O relatório TR-100 da USFA (2003) que estuda fatalidades de bombeiros em ocorrências e


treinamentos, apresenta o seguinte como conclusão:

Os serviços de bombeiros estão diante de um desafio. Melhoras nas medidas contra


incêndio, na prevenção e nas técnicas de construção tem resultado em uma diminuição
no número de incêndio e em uma redução nos danos por eles causados, tanto em termos
de vidas quanto de dólares. Ao mesmo tempo, entretanto, isso tem reduzido as
oportunidades para que os bombeiros tenham experiência prática. Treinamento
permanece a chave no desenvolvimento de serviços de atendimento bem sucedidos
e seguros.
(sem destaque no original)

Some-se a isso os dizeres de Edward Hartin (2007b):


Bombeiros aprendem seu trabalho por meio de um mix de aulas teóricas e treinamentos
práticos.
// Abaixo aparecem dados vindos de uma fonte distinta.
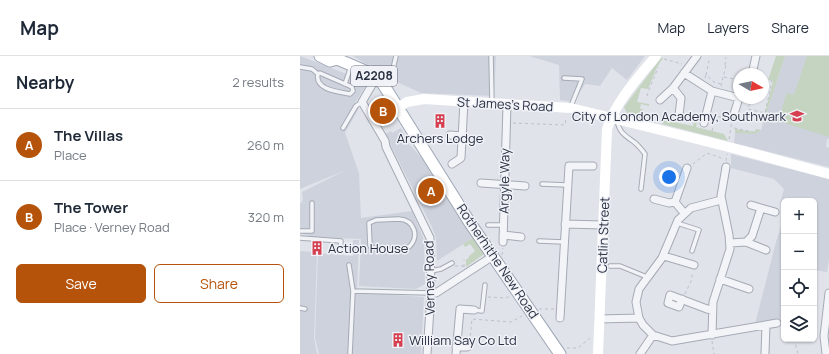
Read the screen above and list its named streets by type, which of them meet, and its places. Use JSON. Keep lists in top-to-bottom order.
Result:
{
  "streets": {
    "main road": ["A2208", "Rotherhithe New Road"],
    "street": [
      "St James's Road",
      "Argyle Way",
      "Catlin Street",
      "Verney Road"
    ]
  },
  "crossings": [
    ["A2208", "St James's Road"],
    ["A2208", "Rotherhithe New Road"],
    ["St James's Road", "Argyle Way"],
    ["St James's Road", "Catlin Street"],
    ["St James's Road", "Rotherhithe New Road"]
  ],
  "places": {
    "school or university": ["City of London Academy, Southwark"],
    "building": ["Archers Lodge", "Action House", "William Say Co Ltd"]
  },
  "north": "right",
  "page": {
    "header": "Map",
    "nav": ["Map", "Layers", "Share"],
    "heading": ["Nearby", "2 results"],
    "pins": ["B", "A"],
    "list": [
      {
        "mark": "A",
        "name": "The Villas",
        "note": "Place",
        "value": "260 m"
      },
      {
        "mark": "B",
        "name": "The Tower",
        "note": "Place · Verney Road",
        "value": "320 m"
      }
    ],
    "map_buttons": ["+", "−"],
    "buttons": ["Save", "Share"]
  }
}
A maioria dos treinamentos é conduzido fora do contexto (por exemplo sem
fumaça ou fogo) ou em uma simulação de ambiente de incêndio (usando fumaça
atóxica, por exemplo). No entanto, isso isoladamente não prepara bombeiros para
atuarem sob o calor e a fumaça que eles encontram em um incêndio real ou desenvolve
habilidades cruciais na tomada de decisão. Desenvolver esse tipo de expertise requer
treinamento sob condições reais de incêndio.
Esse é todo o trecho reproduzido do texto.